EXERCISE DESCRIPTION:
Each record below must come back exactly as written; its pictures must not.

INPUT:

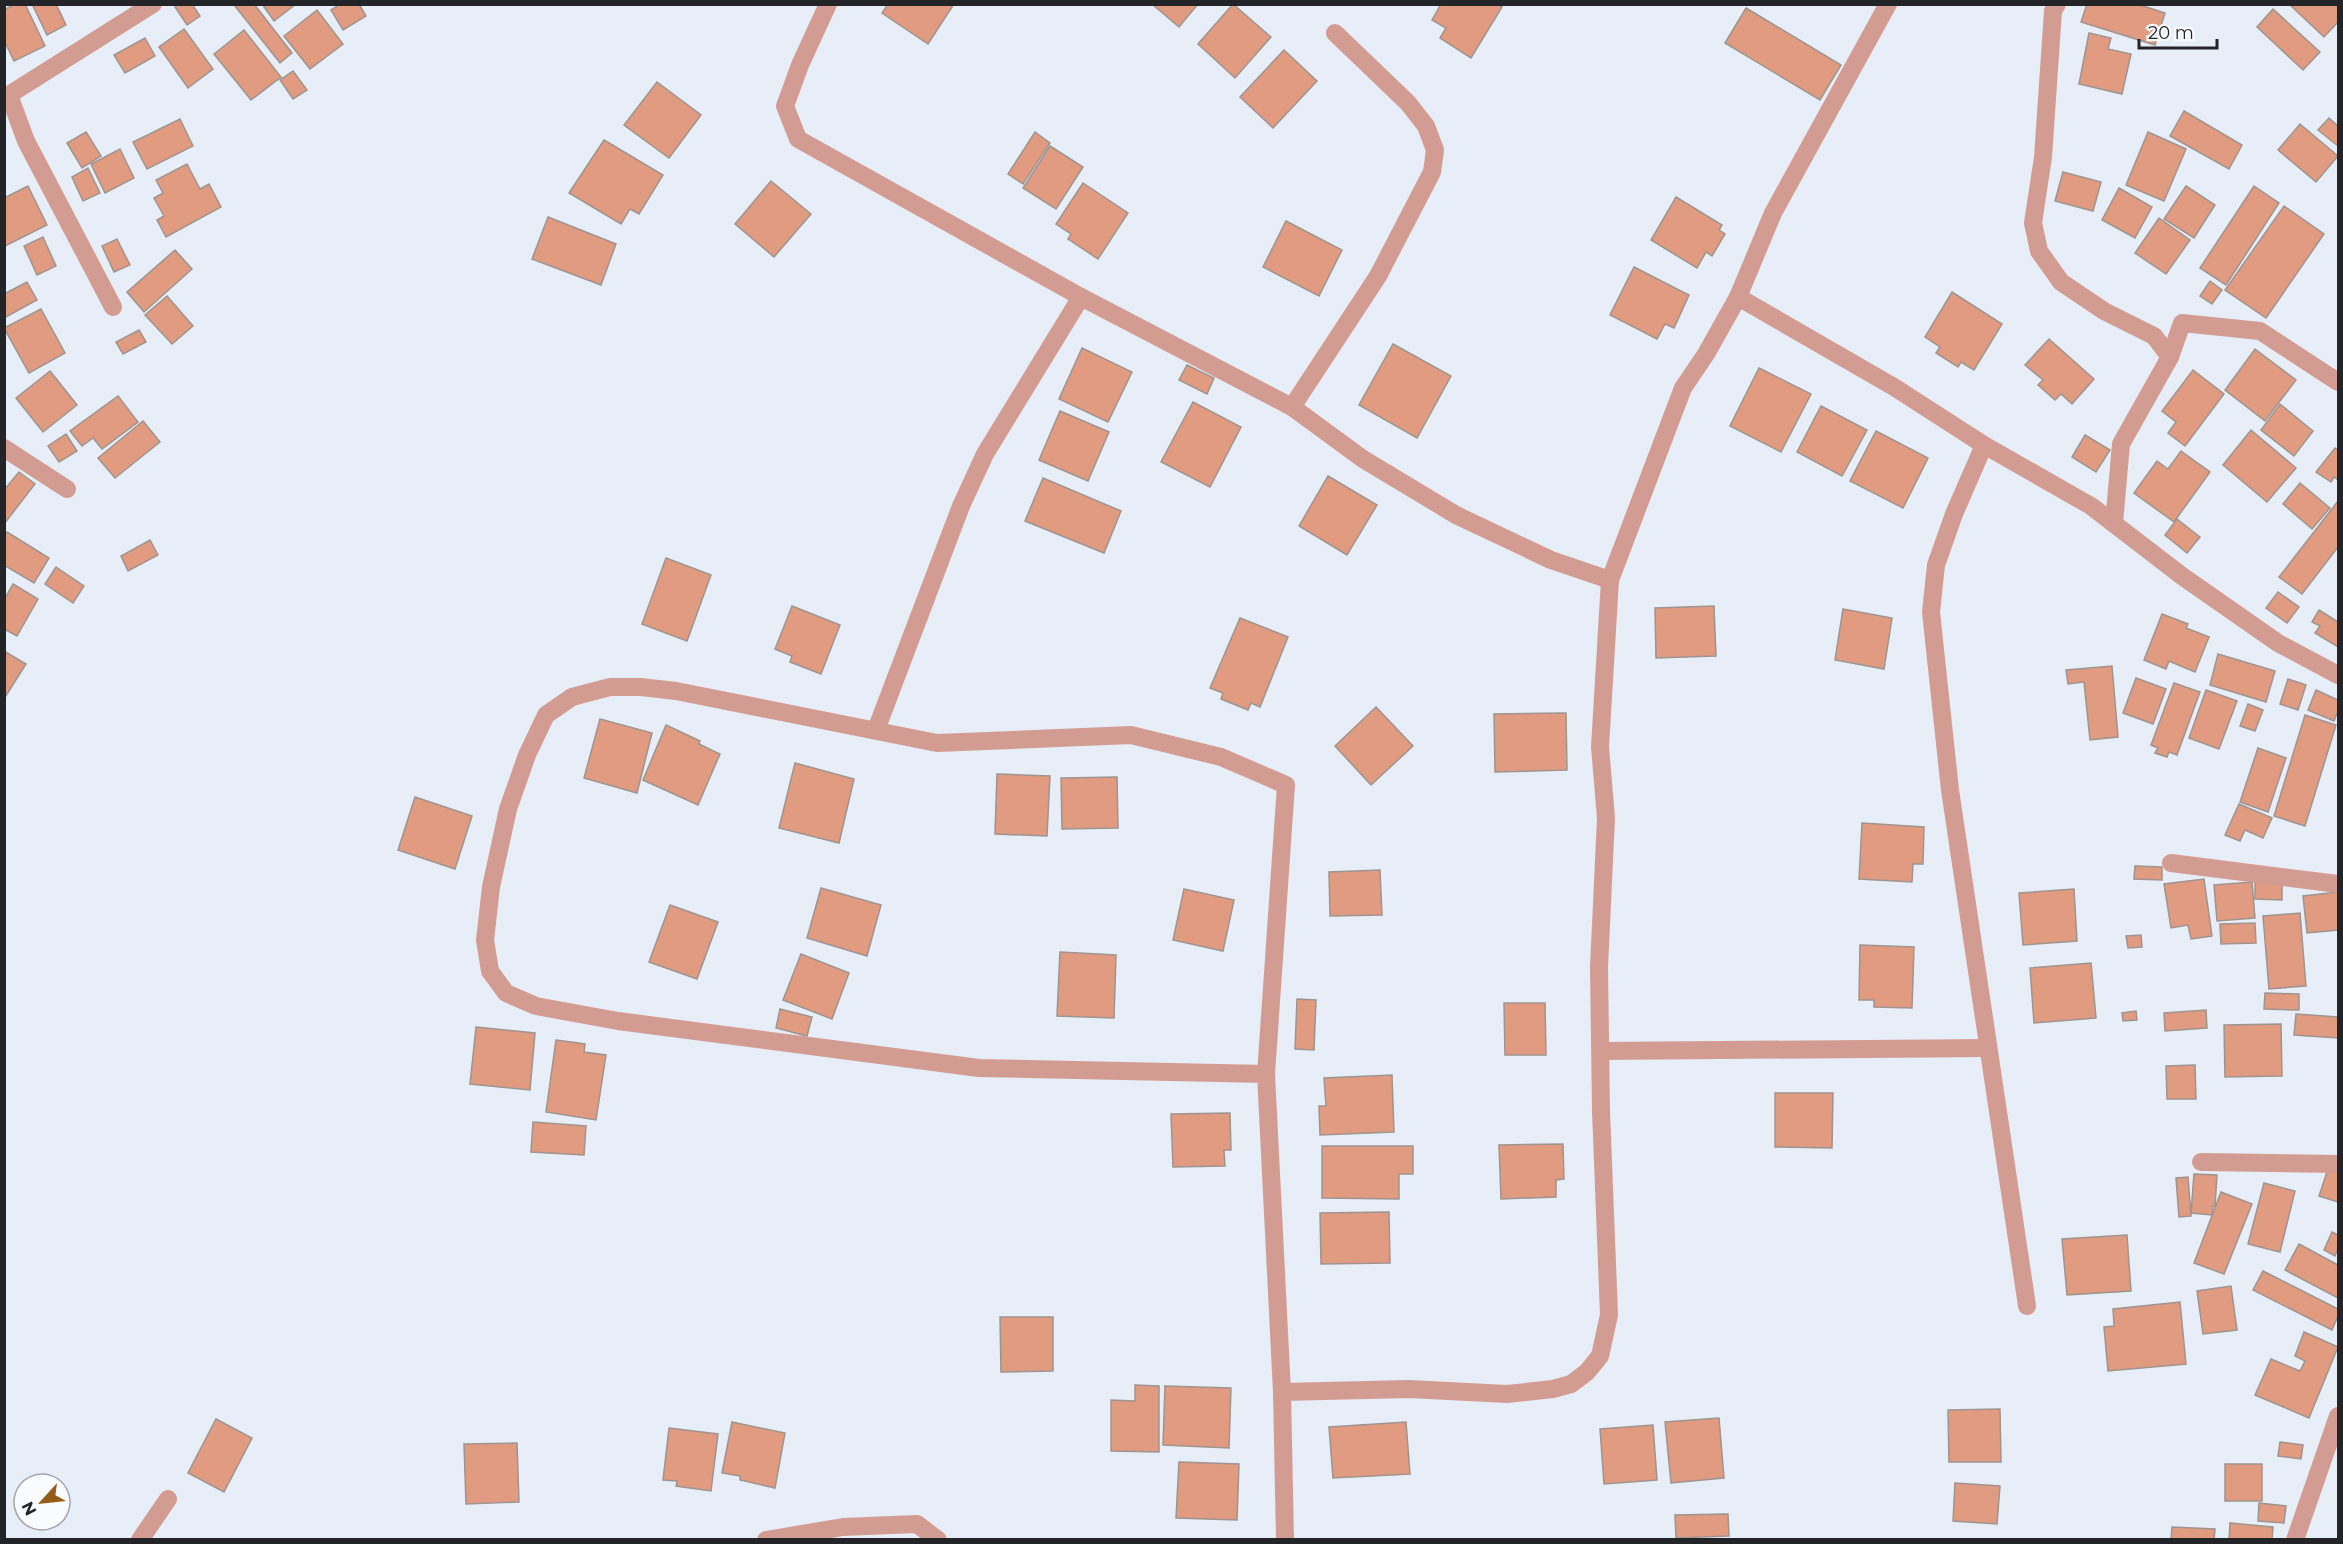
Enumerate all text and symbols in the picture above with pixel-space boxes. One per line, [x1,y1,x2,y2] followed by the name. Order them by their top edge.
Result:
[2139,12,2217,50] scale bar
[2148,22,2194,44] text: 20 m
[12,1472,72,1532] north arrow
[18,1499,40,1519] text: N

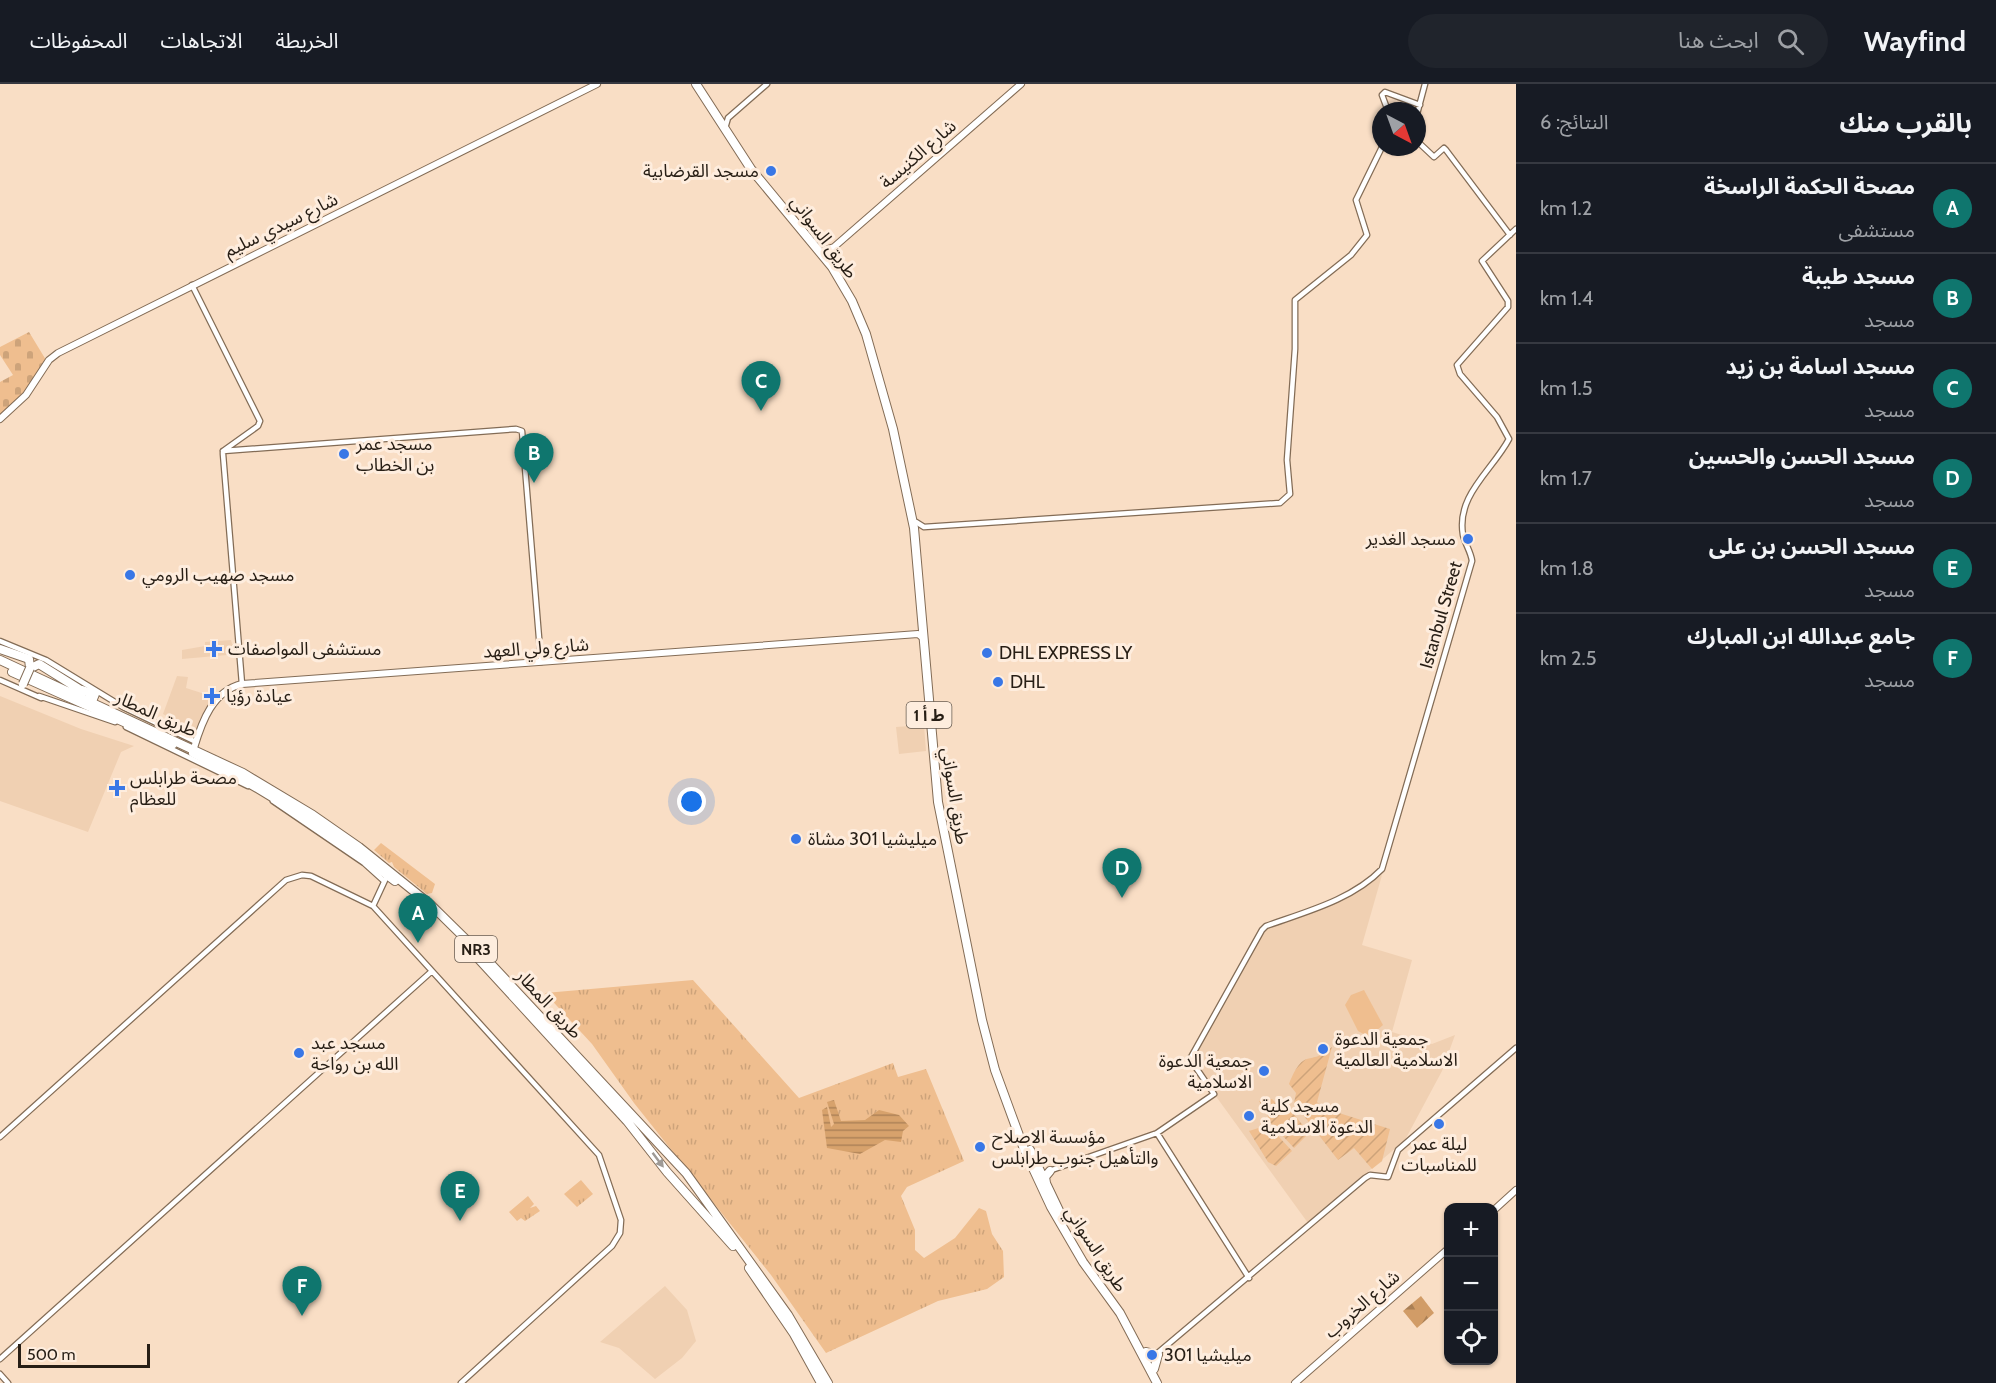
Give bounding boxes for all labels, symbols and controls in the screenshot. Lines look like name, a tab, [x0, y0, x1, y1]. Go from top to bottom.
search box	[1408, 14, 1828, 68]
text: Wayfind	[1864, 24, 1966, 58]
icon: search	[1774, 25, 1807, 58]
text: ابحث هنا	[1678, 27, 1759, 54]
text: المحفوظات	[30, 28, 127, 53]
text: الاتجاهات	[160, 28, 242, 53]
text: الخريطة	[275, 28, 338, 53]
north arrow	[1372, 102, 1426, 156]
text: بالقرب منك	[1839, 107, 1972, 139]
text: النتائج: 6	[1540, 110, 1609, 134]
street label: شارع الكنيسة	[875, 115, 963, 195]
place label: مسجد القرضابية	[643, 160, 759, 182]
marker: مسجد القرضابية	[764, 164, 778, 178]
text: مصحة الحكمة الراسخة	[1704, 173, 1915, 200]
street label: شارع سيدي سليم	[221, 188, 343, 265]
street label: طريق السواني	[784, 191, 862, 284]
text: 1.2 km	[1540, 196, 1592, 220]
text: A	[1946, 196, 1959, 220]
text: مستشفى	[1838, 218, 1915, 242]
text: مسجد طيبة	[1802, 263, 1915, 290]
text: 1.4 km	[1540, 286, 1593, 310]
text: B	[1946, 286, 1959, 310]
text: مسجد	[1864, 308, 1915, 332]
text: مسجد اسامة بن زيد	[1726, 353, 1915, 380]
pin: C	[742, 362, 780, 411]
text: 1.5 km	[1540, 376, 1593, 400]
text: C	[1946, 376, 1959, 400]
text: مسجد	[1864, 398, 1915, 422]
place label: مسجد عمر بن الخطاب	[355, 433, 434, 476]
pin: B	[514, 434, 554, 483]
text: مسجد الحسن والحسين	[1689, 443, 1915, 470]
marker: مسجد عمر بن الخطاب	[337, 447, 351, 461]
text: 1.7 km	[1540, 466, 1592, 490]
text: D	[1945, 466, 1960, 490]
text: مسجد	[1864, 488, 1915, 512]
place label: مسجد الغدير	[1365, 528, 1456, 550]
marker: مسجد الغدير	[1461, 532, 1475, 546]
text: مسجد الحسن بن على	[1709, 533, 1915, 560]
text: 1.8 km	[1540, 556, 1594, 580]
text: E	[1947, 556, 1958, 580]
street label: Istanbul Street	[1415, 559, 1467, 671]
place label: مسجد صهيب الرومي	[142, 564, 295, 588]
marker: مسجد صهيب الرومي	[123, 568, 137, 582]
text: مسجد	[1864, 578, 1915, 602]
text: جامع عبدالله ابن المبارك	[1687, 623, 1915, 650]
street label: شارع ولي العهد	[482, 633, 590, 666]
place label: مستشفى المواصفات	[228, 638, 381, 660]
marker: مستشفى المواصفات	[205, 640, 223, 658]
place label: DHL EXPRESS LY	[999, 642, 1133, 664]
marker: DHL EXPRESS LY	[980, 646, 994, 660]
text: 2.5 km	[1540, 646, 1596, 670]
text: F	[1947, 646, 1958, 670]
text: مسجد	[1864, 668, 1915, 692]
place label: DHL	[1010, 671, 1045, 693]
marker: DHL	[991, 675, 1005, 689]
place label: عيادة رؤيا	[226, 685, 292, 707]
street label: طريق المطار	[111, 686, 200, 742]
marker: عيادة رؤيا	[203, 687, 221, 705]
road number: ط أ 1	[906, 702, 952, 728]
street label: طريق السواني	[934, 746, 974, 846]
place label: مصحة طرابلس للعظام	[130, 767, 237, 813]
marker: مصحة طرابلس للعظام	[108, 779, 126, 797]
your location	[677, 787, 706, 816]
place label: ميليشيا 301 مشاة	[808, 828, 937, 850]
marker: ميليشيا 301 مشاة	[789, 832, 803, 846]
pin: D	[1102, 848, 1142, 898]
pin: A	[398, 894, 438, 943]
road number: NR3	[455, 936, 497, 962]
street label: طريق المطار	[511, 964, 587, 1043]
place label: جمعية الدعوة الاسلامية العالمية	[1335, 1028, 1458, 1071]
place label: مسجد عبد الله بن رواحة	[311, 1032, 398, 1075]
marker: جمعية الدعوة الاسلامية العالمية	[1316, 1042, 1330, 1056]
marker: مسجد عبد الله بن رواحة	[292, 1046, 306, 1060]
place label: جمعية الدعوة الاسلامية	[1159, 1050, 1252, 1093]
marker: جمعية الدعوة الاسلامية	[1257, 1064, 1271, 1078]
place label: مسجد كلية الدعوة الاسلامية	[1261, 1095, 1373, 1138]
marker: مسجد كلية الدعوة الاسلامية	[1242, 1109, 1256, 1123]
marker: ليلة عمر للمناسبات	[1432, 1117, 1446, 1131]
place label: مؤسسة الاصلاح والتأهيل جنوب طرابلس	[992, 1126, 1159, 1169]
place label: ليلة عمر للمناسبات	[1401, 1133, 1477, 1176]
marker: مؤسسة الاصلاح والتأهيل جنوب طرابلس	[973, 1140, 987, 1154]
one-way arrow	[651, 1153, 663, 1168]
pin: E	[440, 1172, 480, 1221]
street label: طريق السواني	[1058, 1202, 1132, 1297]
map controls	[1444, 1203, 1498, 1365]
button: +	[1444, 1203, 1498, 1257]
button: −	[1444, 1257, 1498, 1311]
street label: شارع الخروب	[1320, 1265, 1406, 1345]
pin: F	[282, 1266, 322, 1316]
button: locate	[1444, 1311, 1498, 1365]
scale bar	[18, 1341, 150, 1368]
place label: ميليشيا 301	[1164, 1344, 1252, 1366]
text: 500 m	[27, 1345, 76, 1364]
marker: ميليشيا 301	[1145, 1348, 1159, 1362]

RESPONSE:
Enumerate all text and symbols in the picture above with pixel-space boxes. One per line, [x1,y1,x2,y2] followed by the name. Order them by their top edge.
Result:
[2139,12,2217,50] scale bar
[2148,22,2194,44] text: 20 m
[12,1472,72,1532] north arrow
[18,1499,40,1519] text: N

Give bounding boxes for all labels, symbols and controls in the screenshot. Lines look like name, a tab, [x0, y0, x1, y1]. Go from top to bottom.
search box	[1408, 14, 1828, 68]
text: Wayfind	[1864, 24, 1966, 58]
icon: search	[1774, 25, 1807, 58]
text: ابحث هنا	[1678, 27, 1759, 54]
text: المحفوظات	[30, 28, 127, 53]
text: الاتجاهات	[160, 28, 242, 53]
text: الخريطة	[275, 28, 338, 53]
north arrow	[1372, 102, 1426, 156]
text: بالقرب منك	[1839, 107, 1972, 139]
text: النتائج: 6	[1540, 110, 1609, 134]
street label: شارع الكنيسة	[875, 115, 963, 195]
place label: مسجد القرضابية	[643, 160, 759, 182]
marker: مسجد القرضابية	[764, 164, 778, 178]
text: مصحة الحكمة الراسخة	[1704, 173, 1915, 200]
street label: شارع سيدي سليم	[221, 188, 343, 265]
street label: طريق السواني	[784, 191, 862, 284]
text: 1.2 km	[1540, 196, 1592, 220]
text: A	[1946, 196, 1959, 220]
text: مستشفى	[1838, 218, 1915, 242]
text: مسجد طيبة	[1802, 263, 1915, 290]
text: 1.4 km	[1540, 286, 1593, 310]
text: B	[1946, 286, 1959, 310]
text: مسجد	[1864, 308, 1915, 332]
text: مسجد اسامة بن زيد	[1726, 353, 1915, 380]
pin: C	[742, 362, 780, 411]
text: 1.5 km	[1540, 376, 1593, 400]
text: C	[1946, 376, 1959, 400]
text: مسجد	[1864, 398, 1915, 422]
place label: مسجد عمر بن الخطاب	[355, 433, 434, 476]
pin: B	[514, 434, 554, 483]
text: مسجد الحسن والحسين	[1689, 443, 1915, 470]
marker: مسجد عمر بن الخطاب	[337, 447, 351, 461]
text: 1.7 km	[1540, 466, 1592, 490]
text: D	[1945, 466, 1960, 490]
text: مسجد	[1864, 488, 1915, 512]
place label: مسجد الغدير	[1365, 528, 1456, 550]
marker: مسجد الغدير	[1461, 532, 1475, 546]
text: مسجد الحسن بن على	[1709, 533, 1915, 560]
text: 1.8 km	[1540, 556, 1594, 580]
text: E	[1947, 556, 1958, 580]
street label: Istanbul Street	[1415, 559, 1467, 671]
place label: مسجد صهيب الرومي	[142, 564, 295, 588]
marker: مسجد صهيب الرومي	[123, 568, 137, 582]
text: مسجد	[1864, 578, 1915, 602]
text: جامع عبدالله ابن المبارك	[1687, 623, 1915, 650]
street label: شارع ولي العهد	[482, 633, 590, 666]
place label: مستشفى المواصفات	[228, 638, 381, 660]
marker: مستشفى المواصفات	[205, 640, 223, 658]
place label: DHL EXPRESS LY	[999, 642, 1133, 664]
marker: DHL EXPRESS LY	[980, 646, 994, 660]
text: 2.5 km	[1540, 646, 1596, 670]
text: F	[1947, 646, 1958, 670]
text: مسجد	[1864, 668, 1915, 692]
place label: DHL	[1010, 671, 1045, 693]
marker: DHL	[991, 675, 1005, 689]
place label: عيادة رؤيا	[226, 685, 292, 707]
street label: طريق المطار	[111, 686, 200, 742]
marker: عيادة رؤيا	[203, 687, 221, 705]
road number: ط أ 1	[906, 702, 952, 728]
street label: طريق السواني	[934, 746, 974, 846]
place label: مصحة طرابلس للعظام	[130, 767, 237, 813]
marker: مصحة طرابلس للعظام	[108, 779, 126, 797]
your location	[677, 787, 706, 816]
place label: ميليشيا 301 مشاة	[808, 828, 937, 850]
marker: ميليشيا 301 مشاة	[789, 832, 803, 846]
pin: D	[1102, 848, 1142, 898]
pin: A	[398, 894, 438, 943]
road number: NR3	[455, 936, 497, 962]
street label: طريق المطار	[511, 964, 587, 1043]
place label: جمعية الدعوة الاسلامية العالمية	[1335, 1028, 1458, 1071]
place label: مسجد عبد الله بن رواحة	[311, 1032, 398, 1075]
marker: جمعية الدعوة الاسلامية العالمية	[1316, 1042, 1330, 1056]
marker: مسجد عبد الله بن رواحة	[292, 1046, 306, 1060]
place label: جمعية الدعوة الاسلامية	[1159, 1050, 1252, 1093]
marker: جمعية الدعوة الاسلامية	[1257, 1064, 1271, 1078]
place label: مسجد كلية الدعوة الاسلامية	[1261, 1095, 1373, 1138]
marker: مسجد كلية الدعوة الاسلامية	[1242, 1109, 1256, 1123]
marker: ليلة عمر للمناسبات	[1432, 1117, 1446, 1131]
place label: مؤسسة الاصلاح والتأهيل جنوب طرابلس	[992, 1126, 1159, 1169]
place label: ليلة عمر للمناسبات	[1401, 1133, 1477, 1176]
marker: مؤسسة الاصلاح والتأهيل جنوب طرابلس	[973, 1140, 987, 1154]
one-way arrow	[651, 1153, 663, 1168]
pin: E	[440, 1172, 480, 1221]
street label: طريق السواني	[1058, 1202, 1132, 1297]
map controls	[1444, 1203, 1498, 1365]
button: +	[1444, 1203, 1498, 1257]
button: −	[1444, 1257, 1498, 1311]
street label: شارع الخروب	[1320, 1265, 1406, 1345]
pin: F	[282, 1266, 322, 1316]
button: locate	[1444, 1311, 1498, 1365]
scale bar	[18, 1341, 150, 1368]
place label: ميليشيا 301	[1164, 1344, 1252, 1366]
text: 500 m	[27, 1345, 76, 1364]
marker: ميليشيا 301	[1145, 1348, 1159, 1362]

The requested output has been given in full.